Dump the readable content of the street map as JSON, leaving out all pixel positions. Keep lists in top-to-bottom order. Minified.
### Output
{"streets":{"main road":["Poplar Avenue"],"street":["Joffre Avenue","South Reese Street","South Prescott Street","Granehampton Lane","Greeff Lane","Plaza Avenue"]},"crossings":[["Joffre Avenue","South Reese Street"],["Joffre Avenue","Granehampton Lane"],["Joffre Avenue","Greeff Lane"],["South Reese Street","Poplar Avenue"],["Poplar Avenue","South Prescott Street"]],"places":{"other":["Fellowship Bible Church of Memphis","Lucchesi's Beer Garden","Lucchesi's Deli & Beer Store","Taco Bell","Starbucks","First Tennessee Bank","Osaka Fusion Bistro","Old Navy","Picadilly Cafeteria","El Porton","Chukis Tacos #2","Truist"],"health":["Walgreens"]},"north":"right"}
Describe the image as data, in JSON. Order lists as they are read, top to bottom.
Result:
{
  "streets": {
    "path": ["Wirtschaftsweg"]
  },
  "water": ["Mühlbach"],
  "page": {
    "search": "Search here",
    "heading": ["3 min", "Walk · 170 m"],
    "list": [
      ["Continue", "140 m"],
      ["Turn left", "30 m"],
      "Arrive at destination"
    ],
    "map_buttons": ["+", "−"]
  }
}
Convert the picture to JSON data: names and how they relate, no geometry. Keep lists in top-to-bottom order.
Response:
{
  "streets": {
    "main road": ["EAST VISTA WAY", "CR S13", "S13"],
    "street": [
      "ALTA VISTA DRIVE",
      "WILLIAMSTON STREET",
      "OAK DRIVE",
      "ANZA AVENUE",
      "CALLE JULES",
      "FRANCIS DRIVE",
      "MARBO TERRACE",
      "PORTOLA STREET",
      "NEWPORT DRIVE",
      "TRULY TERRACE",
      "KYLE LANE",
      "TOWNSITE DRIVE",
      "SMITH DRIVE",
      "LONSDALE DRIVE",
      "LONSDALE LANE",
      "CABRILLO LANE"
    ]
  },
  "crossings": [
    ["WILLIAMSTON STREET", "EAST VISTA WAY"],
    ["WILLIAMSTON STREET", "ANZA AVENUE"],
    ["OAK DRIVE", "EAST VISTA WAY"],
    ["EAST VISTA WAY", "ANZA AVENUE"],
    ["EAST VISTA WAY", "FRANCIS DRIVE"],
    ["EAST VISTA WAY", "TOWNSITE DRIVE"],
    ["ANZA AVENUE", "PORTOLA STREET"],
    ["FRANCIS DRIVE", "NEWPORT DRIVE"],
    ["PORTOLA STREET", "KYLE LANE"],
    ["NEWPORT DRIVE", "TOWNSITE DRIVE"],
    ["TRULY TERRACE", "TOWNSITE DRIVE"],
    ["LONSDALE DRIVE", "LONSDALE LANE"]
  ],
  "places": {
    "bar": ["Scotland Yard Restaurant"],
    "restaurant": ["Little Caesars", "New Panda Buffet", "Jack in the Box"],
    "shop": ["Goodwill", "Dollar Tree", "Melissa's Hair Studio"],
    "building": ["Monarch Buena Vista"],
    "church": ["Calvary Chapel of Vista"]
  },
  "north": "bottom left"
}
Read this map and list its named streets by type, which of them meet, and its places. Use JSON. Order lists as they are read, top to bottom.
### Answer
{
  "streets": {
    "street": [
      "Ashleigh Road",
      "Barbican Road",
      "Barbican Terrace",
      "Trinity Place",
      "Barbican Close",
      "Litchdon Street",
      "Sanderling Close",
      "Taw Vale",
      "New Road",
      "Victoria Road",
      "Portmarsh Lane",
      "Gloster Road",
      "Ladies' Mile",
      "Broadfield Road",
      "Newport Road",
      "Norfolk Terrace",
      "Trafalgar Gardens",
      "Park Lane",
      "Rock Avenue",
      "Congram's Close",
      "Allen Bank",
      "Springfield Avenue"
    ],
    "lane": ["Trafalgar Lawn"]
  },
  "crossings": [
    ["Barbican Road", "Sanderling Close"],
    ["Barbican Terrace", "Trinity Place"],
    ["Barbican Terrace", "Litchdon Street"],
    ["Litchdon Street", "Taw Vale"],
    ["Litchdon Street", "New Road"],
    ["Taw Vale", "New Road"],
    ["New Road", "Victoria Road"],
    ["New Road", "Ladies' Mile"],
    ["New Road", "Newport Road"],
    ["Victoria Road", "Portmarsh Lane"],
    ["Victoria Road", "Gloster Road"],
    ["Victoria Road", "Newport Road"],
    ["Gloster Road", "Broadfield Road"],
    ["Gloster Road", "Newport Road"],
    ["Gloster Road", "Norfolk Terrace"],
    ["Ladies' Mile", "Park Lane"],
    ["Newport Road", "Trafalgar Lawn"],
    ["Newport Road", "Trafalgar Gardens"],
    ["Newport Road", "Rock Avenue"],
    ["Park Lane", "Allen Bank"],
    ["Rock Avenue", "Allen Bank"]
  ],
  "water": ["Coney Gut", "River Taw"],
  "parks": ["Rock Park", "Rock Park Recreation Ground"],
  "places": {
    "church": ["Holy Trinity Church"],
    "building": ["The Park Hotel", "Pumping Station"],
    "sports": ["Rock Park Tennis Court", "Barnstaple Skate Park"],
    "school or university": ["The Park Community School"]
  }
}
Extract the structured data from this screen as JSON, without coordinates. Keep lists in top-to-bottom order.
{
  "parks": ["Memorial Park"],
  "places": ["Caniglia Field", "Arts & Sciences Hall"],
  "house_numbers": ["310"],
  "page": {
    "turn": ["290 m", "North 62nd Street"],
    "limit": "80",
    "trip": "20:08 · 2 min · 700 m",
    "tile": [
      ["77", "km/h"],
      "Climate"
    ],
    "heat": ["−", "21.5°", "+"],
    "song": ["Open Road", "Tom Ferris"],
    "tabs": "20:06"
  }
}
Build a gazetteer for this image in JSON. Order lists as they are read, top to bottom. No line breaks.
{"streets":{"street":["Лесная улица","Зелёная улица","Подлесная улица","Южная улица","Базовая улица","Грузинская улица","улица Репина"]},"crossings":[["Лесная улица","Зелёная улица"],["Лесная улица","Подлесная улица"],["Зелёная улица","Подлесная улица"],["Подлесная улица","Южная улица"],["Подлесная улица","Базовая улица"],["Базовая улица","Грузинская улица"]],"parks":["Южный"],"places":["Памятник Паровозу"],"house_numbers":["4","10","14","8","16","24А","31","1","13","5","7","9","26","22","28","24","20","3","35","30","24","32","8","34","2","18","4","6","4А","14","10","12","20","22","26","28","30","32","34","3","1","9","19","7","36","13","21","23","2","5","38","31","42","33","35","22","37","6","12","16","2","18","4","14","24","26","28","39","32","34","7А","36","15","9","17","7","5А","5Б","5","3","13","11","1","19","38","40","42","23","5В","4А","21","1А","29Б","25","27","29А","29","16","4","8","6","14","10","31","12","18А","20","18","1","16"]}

* **REQUIRED WORK**: Each entry needs to be written out again, exactly as given.

* **TASK RESULT**:
Dump the readable content of the street map as JSON, leaving out all pixel positions. Keep lists in top-to-bottom order. Minified.
### Output
{"streets":{"main road":["Poplar Avenue"],"street":["Joffre Avenue","South Reese Street","South Prescott Street","Granehampton Lane","Greeff Lane","Plaza Avenue"]},"crossings":[["Joffre Avenue","South Reese Street"],["Joffre Avenue","Granehampton Lane"],["Joffre Avenue","Greeff Lane"],["South Reese Street","Poplar Avenue"],["Poplar Avenue","South Prescott Street"]],"places":{"other":["Fellowship Bible Church of Memphis","Lucchesi's Beer Garden","Lucchesi's Deli & Beer Store","Taco Bell","Starbucks","First Tennessee Bank","Osaka Fusion Bistro","Old Navy","Picadilly Cafeteria","El Porton","Chukis Tacos #2","Truist"],"health":["Walgreens"]},"north":"right"}
Describe the image as data, in JSON. Order lists as they are read, top to bottom.
Result:
{
  "streets": {
    "path": ["Wirtschaftsweg"]
  },
  "water": ["Mühlbach"],
  "page": {
    "search": "Search here",
    "heading": ["3 min", "Walk · 170 m"],
    "list": [
      ["Continue", "140 m"],
      ["Turn left", "30 m"],
      "Arrive at destination"
    ],
    "map_buttons": ["+", "−"]
  }
}
Convert the picture to JSON data: names and how they relate, no geometry. Keep lists in top-to-bottom order.
Response:
{
  "streets": {
    "main road": ["EAST VISTA WAY", "CR S13", "S13"],
    "street": [
      "ALTA VISTA DRIVE",
      "WILLIAMSTON STREET",
      "OAK DRIVE",
      "ANZA AVENUE",
      "CALLE JULES",
      "FRANCIS DRIVE",
      "MARBO TERRACE",
      "PORTOLA STREET",
      "NEWPORT DRIVE",
      "TRULY TERRACE",
      "KYLE LANE",
      "TOWNSITE DRIVE",
      "SMITH DRIVE",
      "LONSDALE DRIVE",
      "LONSDALE LANE",
      "CABRILLO LANE"
    ]
  },
  "crossings": [
    ["WILLIAMSTON STREET", "EAST VISTA WAY"],
    ["WILLIAMSTON STREET", "ANZA AVENUE"],
    ["OAK DRIVE", "EAST VISTA WAY"],
    ["EAST VISTA WAY", "ANZA AVENUE"],
    ["EAST VISTA WAY", "FRANCIS DRIVE"],
    ["EAST VISTA WAY", "TOWNSITE DRIVE"],
    ["ANZA AVENUE", "PORTOLA STREET"],
    ["FRANCIS DRIVE", "NEWPORT DRIVE"],
    ["PORTOLA STREET", "KYLE LANE"],
    ["NEWPORT DRIVE", "TOWNSITE DRIVE"],
    ["TRULY TERRACE", "TOWNSITE DRIVE"],
    ["LONSDALE DRIVE", "LONSDALE LANE"]
  ],
  "places": {
    "bar": ["Scotland Yard Restaurant"],
    "restaurant": ["Little Caesars", "New Panda Buffet", "Jack in the Box"],
    "shop": ["Goodwill", "Dollar Tree", "Melissa's Hair Studio"],
    "building": ["Monarch Buena Vista"],
    "church": ["Calvary Chapel of Vista"]
  },
  "north": "bottom left"
}
Read this map and list its named streets by type, which of them meet, and its places. Use JSON. Order lists as they are read, top to bottom.
### Answer
{
  "streets": {
    "street": [
      "Ashleigh Road",
      "Barbican Road",
      "Barbican Terrace",
      "Trinity Place",
      "Barbican Close",
      "Litchdon Street",
      "Sanderling Close",
      "Taw Vale",
      "New Road",
      "Victoria Road",
      "Portmarsh Lane",
      "Gloster Road",
      "Ladies' Mile",
      "Broadfield Road",
      "Newport Road",
      "Norfolk Terrace",
      "Trafalgar Gardens",
      "Park Lane",
      "Rock Avenue",
      "Congram's Close",
      "Allen Bank",
      "Springfield Avenue"
    ],
    "lane": ["Trafalgar Lawn"]
  },
  "crossings": [
    ["Barbican Road", "Sanderling Close"],
    ["Barbican Terrace", "Trinity Place"],
    ["Barbican Terrace", "Litchdon Street"],
    ["Litchdon Street", "Taw Vale"],
    ["Litchdon Street", "New Road"],
    ["Taw Vale", "New Road"],
    ["New Road", "Victoria Road"],
    ["New Road", "Ladies' Mile"],
    ["New Road", "Newport Road"],
    ["Victoria Road", "Portmarsh Lane"],
    ["Victoria Road", "Gloster Road"],
    ["Victoria Road", "Newport Road"],
    ["Gloster Road", "Broadfield Road"],
    ["Gloster Road", "Newport Road"],
    ["Gloster Road", "Norfolk Terrace"],
    ["Ladies' Mile", "Park Lane"],
    ["Newport Road", "Trafalgar Lawn"],
    ["Newport Road", "Trafalgar Gardens"],
    ["Newport Road", "Rock Avenue"],
    ["Park Lane", "Allen Bank"],
    ["Rock Avenue", "Allen Bank"]
  ],
  "water": ["Coney Gut", "River Taw"],
  "parks": ["Rock Park", "Rock Park Recreation Ground"],
  "places": {
    "church": ["Holy Trinity Church"],
    "building": ["The Park Hotel", "Pumping Station"],
    "sports": ["Rock Park Tennis Court", "Barnstaple Skate Park"],
    "school or university": ["The Park Community School"]
  }
}
Extract the structured data from this screen as JSON, without coordinates. Keep lists in top-to-bottom order.
{
  "parks": ["Memorial Park"],
  "places": ["Caniglia Field", "Arts & Sciences Hall"],
  "house_numbers": ["310"],
  "page": {
    "turn": ["290 m", "North 62nd Street"],
    "limit": "80",
    "trip": "20:08 · 2 min · 700 m",
    "tile": [
      ["77", "km/h"],
      "Climate"
    ],
    "heat": ["−", "21.5°", "+"],
    "song": ["Open Road", "Tom Ferris"],
    "tabs": "20:06"
  }
}
Build a gazetteer for this image in JSON. Order lists as they are read, top to bottom. No line breaks.
{"streets":{"street":["Лесная улица","Зелёная улица","Подлесная улица","Южная улица","Базовая улица","Грузинская улица","улица Репина"]},"crossings":[["Лесная улица","Зелёная улица"],["Лесная улица","Подлесная улица"],["Зелёная улица","Подлесная улица"],["Подлесная улица","Южная улица"],["Подлесная улица","Базовая улица"],["Базовая улица","Грузинская улица"]],"parks":["Южный"],"places":["Памятник Паровозу"],"house_numbers":["4","10","14","8","16","24А","31","1","13","5","7","9","26","22","28","24","20","3","35","30","24","32","8","34","2","18","4","6","4А","14","10","12","20","22","26","28","30","32","34","3","1","9","19","7","36","13","21","23","2","5","38","31","42","33","35","22","37","6","12","16","2","18","4","14","24","26","28","39","32","34","7А","36","15","9","17","7","5А","5Б","5","3","13","11","1","19","38","40","42","23","5В","4А","21","1А","29Б","25","27","29А","29","16","4","8","6","14","10","31","12","18А","20","18","1","16"]}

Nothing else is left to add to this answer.